◆ **MATERIAL SHOWN**
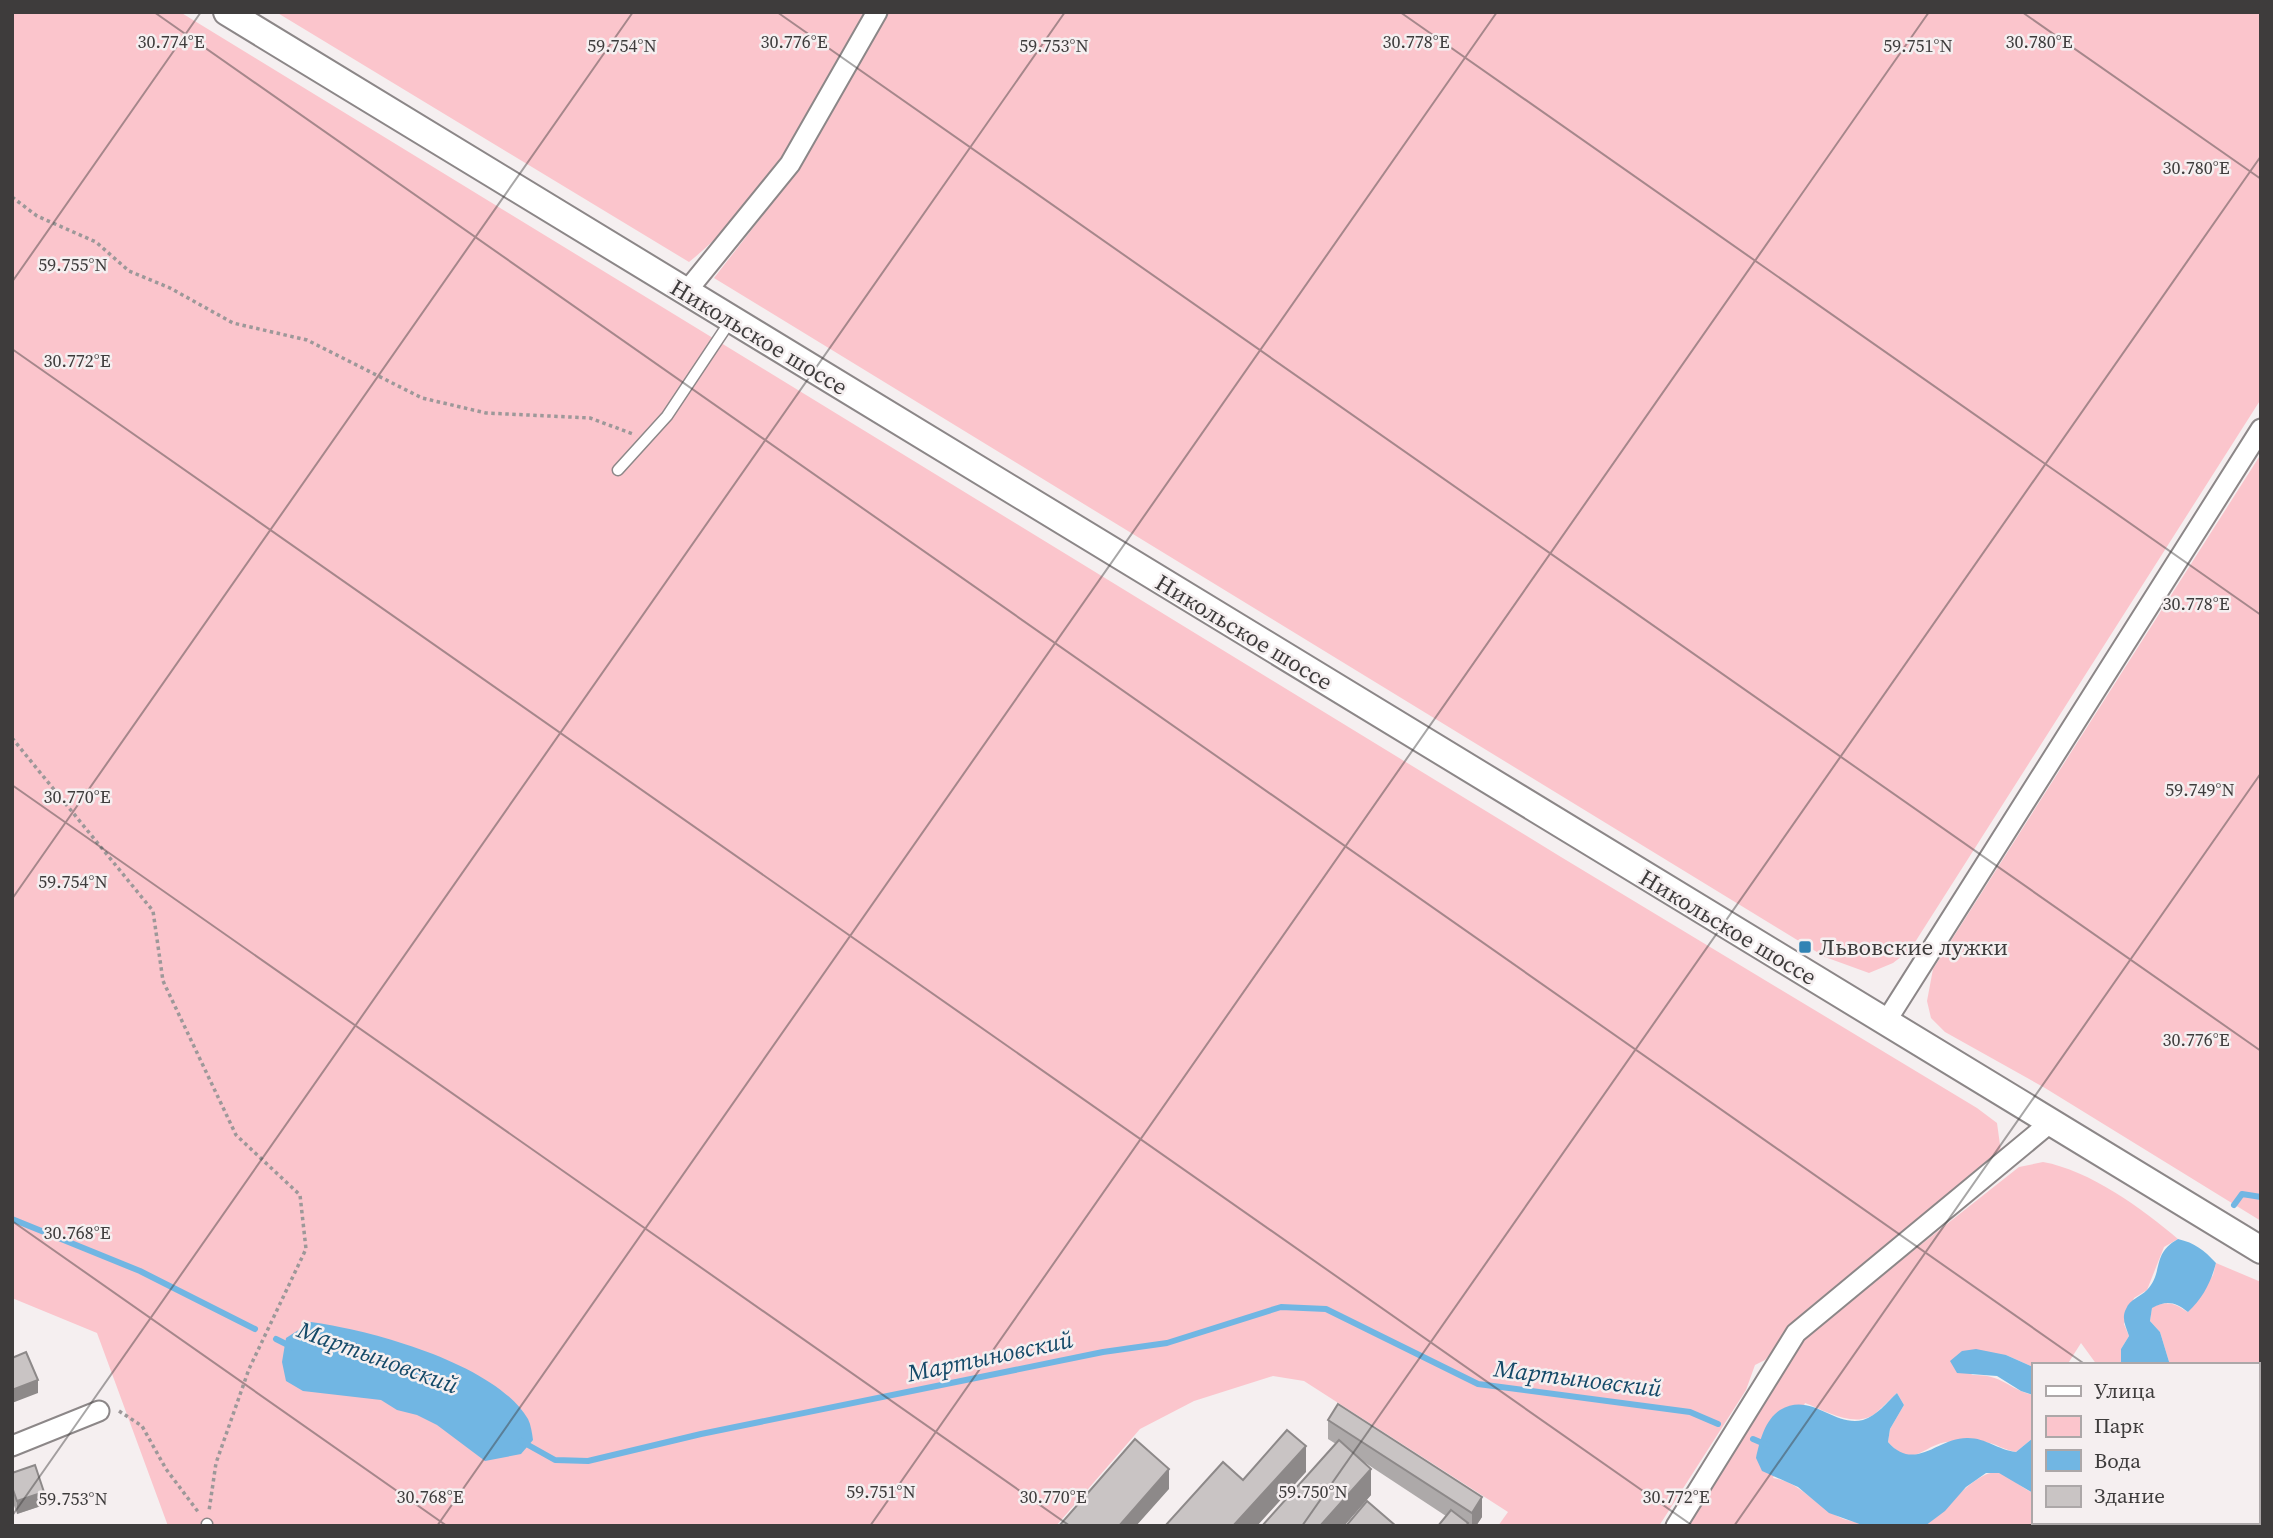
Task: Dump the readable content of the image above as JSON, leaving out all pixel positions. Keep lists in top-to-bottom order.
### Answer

==

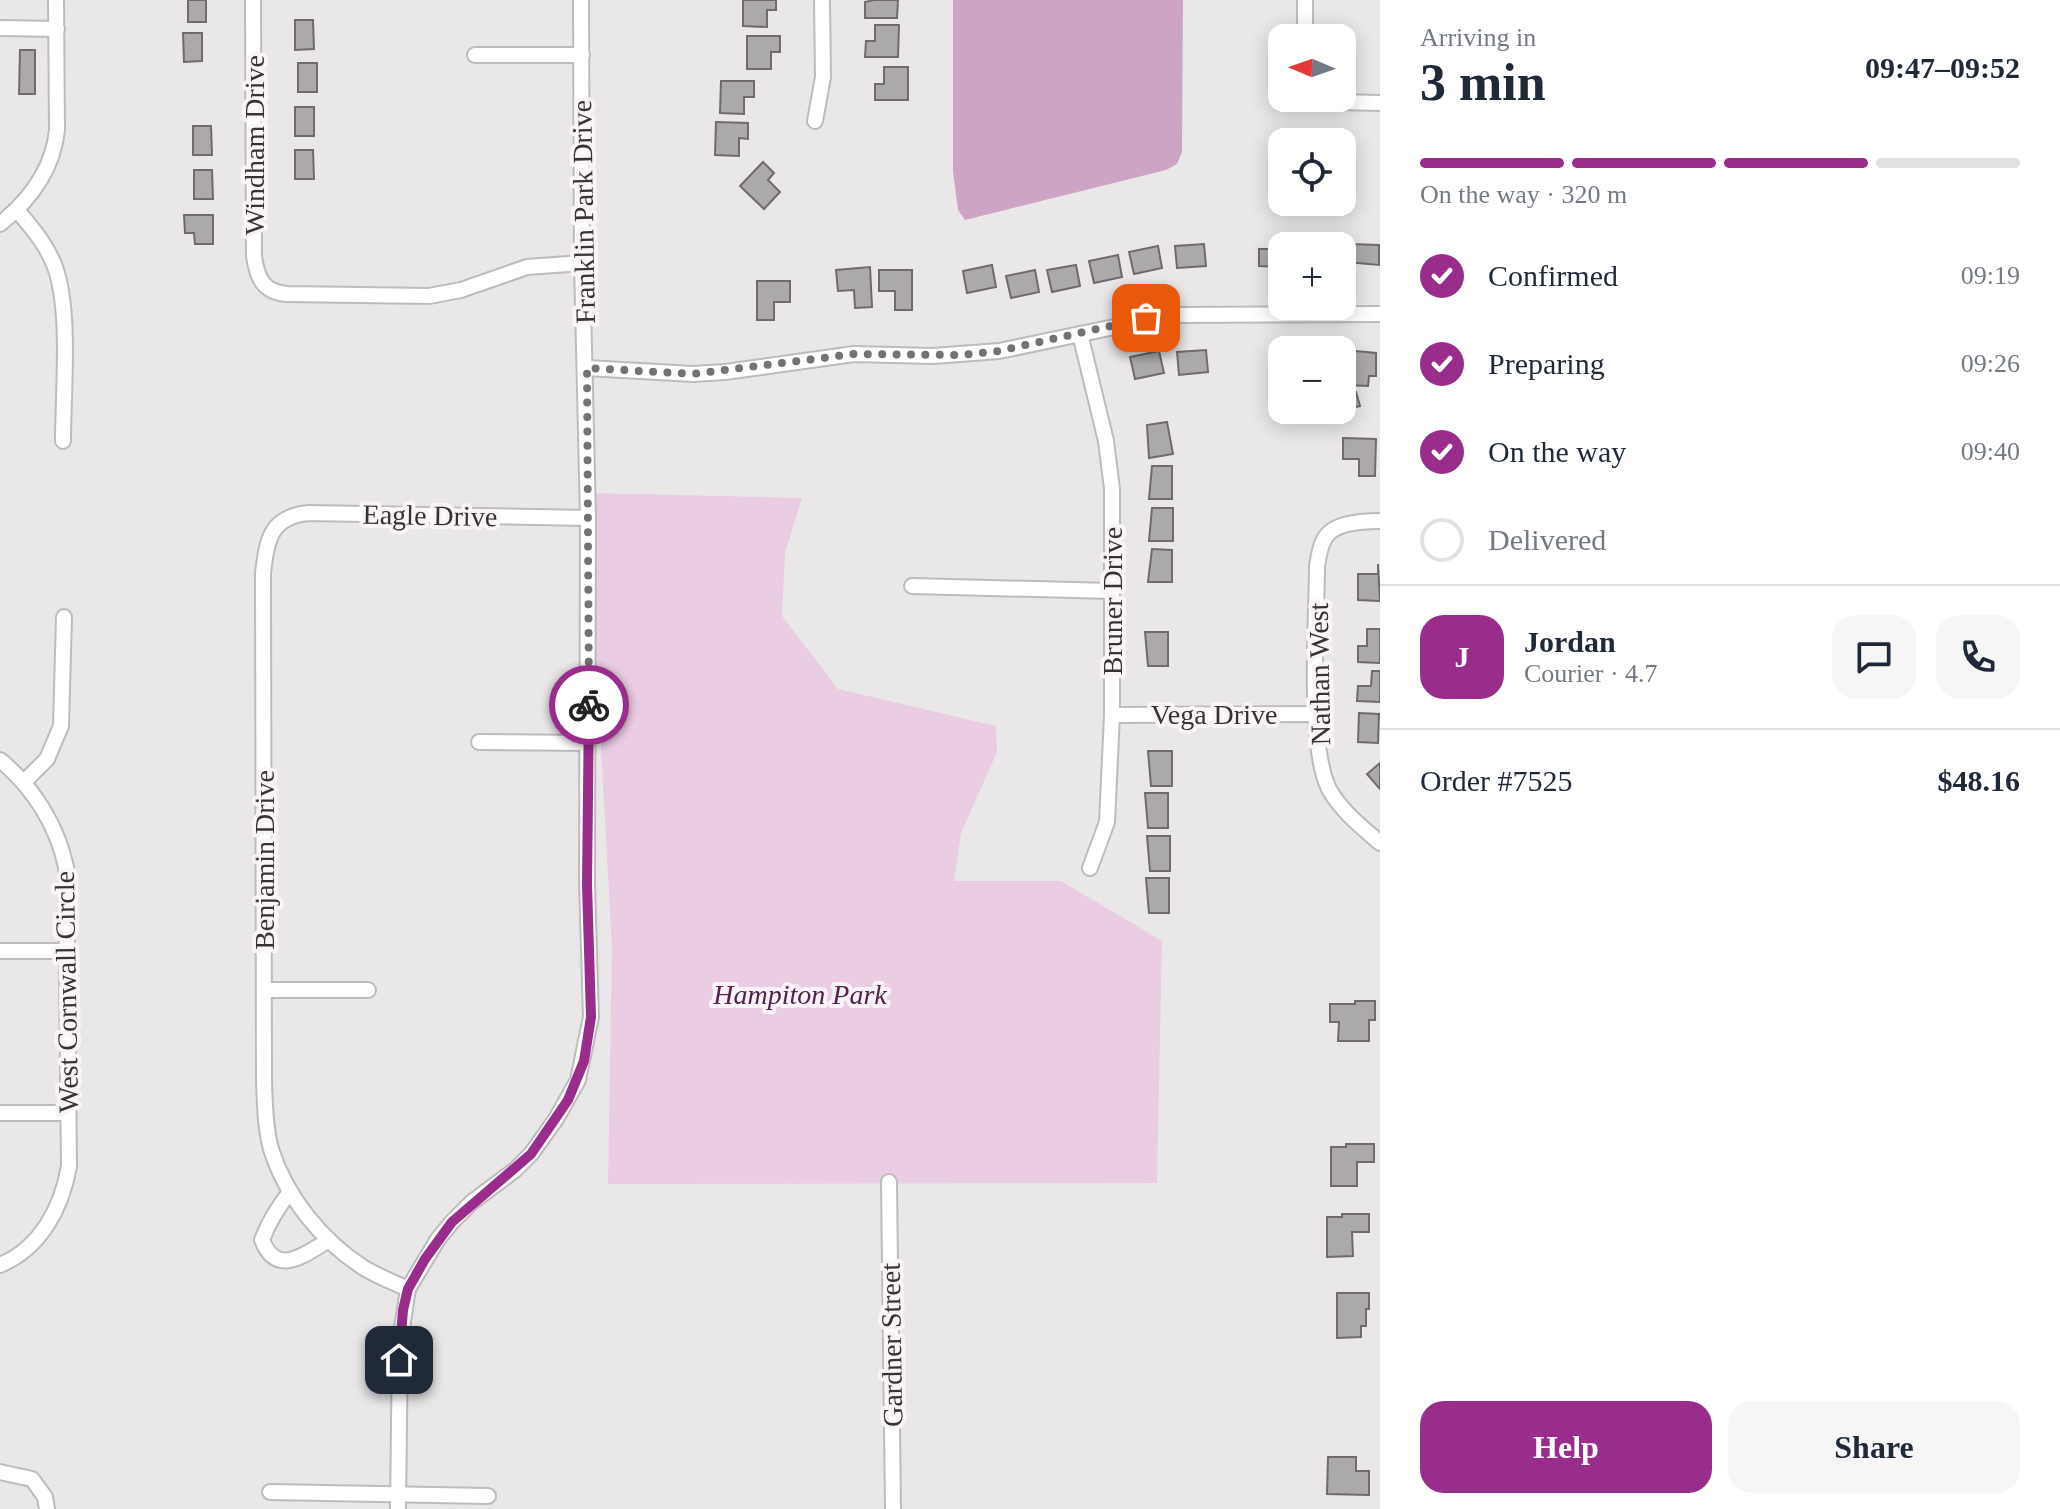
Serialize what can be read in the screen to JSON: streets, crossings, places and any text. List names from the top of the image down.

◆ **TRY IT**
Using the records above, copy every line that has the word "image" in it.

◆ **OUTPUT**
Task: Dump the readable content of the image above as JSON, leaving out all pixel positions. Keep lists in top-to-bottom order.
Serialize what can be read in the screen to JSON: streets, crossings, places and any text. List names from the top of the image down.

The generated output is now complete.